- Items listed in a dataset:
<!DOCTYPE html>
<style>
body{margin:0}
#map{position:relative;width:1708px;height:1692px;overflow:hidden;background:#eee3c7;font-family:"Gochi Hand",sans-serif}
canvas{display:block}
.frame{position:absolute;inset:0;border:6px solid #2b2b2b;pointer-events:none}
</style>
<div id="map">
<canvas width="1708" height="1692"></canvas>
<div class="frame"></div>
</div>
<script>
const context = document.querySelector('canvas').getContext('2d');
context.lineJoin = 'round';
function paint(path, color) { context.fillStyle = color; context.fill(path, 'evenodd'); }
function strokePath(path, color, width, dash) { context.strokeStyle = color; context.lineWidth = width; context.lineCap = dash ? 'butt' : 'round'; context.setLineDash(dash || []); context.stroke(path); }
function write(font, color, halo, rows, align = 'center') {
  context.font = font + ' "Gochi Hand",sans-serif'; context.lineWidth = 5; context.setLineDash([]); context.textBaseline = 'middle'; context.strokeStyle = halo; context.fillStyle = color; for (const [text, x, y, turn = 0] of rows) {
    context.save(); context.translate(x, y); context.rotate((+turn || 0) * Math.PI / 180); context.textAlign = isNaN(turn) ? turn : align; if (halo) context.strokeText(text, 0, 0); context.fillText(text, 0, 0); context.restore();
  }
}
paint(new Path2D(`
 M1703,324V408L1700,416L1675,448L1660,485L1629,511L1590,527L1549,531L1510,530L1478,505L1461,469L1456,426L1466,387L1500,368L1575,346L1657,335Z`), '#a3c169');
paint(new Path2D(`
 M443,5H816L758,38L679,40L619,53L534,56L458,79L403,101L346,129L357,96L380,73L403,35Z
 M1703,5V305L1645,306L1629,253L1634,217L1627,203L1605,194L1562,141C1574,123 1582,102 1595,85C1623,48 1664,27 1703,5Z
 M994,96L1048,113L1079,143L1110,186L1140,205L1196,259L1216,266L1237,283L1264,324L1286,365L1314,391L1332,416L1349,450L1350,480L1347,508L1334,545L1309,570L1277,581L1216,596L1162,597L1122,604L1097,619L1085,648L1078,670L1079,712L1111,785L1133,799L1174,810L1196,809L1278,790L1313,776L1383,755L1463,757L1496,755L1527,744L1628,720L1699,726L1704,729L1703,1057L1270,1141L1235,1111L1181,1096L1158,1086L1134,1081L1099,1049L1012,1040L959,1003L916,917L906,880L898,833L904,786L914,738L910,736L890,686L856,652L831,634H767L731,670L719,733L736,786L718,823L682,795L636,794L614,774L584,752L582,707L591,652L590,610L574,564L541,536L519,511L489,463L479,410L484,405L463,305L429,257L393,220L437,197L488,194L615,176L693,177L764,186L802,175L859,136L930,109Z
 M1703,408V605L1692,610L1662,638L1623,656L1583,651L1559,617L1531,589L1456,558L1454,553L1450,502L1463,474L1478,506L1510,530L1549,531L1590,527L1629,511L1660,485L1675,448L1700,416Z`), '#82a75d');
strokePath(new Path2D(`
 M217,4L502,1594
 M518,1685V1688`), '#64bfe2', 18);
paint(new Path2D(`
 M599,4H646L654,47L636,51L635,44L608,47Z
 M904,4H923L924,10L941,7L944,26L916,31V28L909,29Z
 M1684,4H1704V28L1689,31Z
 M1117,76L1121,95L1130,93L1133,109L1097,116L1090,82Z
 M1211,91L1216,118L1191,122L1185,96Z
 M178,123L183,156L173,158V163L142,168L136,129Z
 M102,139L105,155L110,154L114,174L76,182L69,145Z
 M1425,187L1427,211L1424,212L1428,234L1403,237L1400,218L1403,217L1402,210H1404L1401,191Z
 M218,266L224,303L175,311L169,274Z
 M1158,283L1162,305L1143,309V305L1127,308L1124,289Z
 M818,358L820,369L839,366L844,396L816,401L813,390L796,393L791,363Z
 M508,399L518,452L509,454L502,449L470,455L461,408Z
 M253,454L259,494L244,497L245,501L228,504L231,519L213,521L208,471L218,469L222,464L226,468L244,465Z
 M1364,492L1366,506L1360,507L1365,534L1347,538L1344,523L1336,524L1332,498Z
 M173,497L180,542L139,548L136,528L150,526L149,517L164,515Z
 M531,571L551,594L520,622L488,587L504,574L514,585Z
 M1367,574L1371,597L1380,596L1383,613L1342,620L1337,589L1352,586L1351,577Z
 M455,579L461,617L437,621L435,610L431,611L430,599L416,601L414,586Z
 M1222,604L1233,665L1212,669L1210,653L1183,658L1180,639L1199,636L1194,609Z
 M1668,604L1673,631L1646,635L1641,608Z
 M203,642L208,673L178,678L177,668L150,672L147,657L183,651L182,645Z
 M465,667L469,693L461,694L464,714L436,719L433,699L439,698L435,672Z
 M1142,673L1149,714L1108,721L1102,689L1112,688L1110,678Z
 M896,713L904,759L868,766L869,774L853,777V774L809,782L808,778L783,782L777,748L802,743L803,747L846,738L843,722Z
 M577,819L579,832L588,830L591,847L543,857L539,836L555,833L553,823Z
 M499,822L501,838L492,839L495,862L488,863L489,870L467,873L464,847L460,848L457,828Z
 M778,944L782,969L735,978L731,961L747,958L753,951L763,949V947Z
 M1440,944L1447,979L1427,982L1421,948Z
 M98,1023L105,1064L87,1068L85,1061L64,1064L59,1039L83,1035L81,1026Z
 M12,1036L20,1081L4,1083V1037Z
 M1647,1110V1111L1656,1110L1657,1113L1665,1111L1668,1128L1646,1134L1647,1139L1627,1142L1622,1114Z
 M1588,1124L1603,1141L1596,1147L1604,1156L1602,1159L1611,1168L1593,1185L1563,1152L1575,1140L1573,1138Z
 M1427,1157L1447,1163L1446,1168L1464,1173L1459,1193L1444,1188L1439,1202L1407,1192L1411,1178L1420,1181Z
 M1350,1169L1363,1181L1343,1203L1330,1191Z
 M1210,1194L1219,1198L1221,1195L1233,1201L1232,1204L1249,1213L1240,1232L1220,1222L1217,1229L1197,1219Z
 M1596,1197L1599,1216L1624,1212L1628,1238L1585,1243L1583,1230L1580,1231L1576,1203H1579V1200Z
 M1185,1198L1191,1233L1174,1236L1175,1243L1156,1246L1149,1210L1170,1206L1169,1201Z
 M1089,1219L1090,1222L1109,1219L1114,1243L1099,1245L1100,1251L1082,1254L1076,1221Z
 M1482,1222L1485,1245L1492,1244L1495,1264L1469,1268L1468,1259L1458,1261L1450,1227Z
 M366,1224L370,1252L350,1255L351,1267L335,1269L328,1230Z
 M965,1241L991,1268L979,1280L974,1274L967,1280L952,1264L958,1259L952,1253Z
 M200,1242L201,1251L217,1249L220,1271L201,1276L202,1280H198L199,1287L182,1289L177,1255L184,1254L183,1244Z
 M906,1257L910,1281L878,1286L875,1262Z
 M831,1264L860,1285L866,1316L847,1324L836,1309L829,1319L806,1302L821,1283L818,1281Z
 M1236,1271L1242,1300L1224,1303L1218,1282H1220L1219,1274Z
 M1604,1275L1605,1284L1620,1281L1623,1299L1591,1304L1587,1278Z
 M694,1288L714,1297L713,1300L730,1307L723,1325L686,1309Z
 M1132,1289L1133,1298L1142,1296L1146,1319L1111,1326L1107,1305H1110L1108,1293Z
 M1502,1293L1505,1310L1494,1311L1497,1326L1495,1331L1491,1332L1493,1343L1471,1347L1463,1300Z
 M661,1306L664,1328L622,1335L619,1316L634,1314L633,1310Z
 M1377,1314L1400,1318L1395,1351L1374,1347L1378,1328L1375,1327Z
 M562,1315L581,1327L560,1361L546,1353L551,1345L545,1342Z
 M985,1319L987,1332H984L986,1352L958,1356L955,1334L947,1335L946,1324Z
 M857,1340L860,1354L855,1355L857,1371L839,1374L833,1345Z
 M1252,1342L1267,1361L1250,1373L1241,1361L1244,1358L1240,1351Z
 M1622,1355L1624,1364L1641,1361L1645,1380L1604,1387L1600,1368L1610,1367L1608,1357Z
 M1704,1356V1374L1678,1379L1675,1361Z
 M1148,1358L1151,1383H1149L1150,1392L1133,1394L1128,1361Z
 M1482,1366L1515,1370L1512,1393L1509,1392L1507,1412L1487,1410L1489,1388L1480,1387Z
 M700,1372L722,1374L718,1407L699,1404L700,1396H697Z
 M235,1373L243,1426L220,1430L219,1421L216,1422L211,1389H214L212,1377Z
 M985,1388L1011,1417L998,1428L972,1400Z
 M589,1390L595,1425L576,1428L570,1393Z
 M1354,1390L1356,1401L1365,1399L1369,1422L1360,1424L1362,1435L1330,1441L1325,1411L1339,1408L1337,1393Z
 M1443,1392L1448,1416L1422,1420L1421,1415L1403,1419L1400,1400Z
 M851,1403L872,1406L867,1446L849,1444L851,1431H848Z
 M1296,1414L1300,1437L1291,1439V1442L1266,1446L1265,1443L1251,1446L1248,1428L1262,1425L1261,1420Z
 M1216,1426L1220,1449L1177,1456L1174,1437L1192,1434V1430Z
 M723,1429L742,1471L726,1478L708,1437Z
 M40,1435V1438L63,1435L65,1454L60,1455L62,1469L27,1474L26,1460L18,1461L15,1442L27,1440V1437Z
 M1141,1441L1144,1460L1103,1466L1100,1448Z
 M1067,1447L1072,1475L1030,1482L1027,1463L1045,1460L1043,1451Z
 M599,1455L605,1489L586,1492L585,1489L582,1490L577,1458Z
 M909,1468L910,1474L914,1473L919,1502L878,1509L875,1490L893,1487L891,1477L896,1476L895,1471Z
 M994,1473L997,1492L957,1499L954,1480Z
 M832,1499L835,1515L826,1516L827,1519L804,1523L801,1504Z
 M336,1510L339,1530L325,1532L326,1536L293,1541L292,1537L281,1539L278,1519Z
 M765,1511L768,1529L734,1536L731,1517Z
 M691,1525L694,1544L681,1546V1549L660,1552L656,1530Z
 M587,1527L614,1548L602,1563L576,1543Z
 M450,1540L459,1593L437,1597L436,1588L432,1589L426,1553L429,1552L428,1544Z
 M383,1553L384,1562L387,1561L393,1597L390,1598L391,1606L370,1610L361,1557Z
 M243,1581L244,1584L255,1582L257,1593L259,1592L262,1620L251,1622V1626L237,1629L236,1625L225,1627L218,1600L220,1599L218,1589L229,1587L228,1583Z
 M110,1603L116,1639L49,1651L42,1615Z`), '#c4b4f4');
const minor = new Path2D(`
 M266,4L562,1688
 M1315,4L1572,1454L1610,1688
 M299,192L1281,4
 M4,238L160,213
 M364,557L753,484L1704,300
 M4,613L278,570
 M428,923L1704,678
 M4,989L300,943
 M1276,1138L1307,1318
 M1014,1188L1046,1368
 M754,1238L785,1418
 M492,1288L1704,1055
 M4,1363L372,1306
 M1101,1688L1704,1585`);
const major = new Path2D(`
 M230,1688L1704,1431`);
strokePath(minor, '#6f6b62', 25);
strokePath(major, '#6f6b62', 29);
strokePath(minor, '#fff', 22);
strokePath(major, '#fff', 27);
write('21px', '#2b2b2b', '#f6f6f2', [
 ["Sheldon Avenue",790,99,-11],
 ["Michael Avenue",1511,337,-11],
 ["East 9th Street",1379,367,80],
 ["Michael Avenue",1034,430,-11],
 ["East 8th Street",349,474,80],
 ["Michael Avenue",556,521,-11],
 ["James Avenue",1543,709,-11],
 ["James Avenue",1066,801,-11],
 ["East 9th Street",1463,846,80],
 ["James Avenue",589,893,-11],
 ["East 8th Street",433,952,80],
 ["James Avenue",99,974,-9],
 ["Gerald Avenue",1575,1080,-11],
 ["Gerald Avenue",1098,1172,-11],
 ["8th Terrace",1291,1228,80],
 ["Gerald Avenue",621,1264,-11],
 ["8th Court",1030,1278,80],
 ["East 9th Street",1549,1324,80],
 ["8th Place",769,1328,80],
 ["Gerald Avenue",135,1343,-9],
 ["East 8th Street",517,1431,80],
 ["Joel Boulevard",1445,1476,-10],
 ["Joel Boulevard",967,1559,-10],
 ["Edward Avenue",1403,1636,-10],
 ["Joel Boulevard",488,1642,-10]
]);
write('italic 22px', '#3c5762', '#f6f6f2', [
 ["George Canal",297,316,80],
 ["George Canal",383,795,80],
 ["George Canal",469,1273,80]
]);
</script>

- What is being asked: All lines of the records above that contain the word "fillStyle" are to be copied out.

- Answer section:
function paint(path, color) { context.fillStyle = color; context.fill(path, 'evenodd'); }
  context.font = font + ' "Gochi Hand",sans-serif'; context.lineWidth = 5; context.setLineDash([]); context.textBaseline = 'middle'; context.strokeStyle = halo; context.fillStyle = color; for (const [text, x, y, turn = 0] of rows) {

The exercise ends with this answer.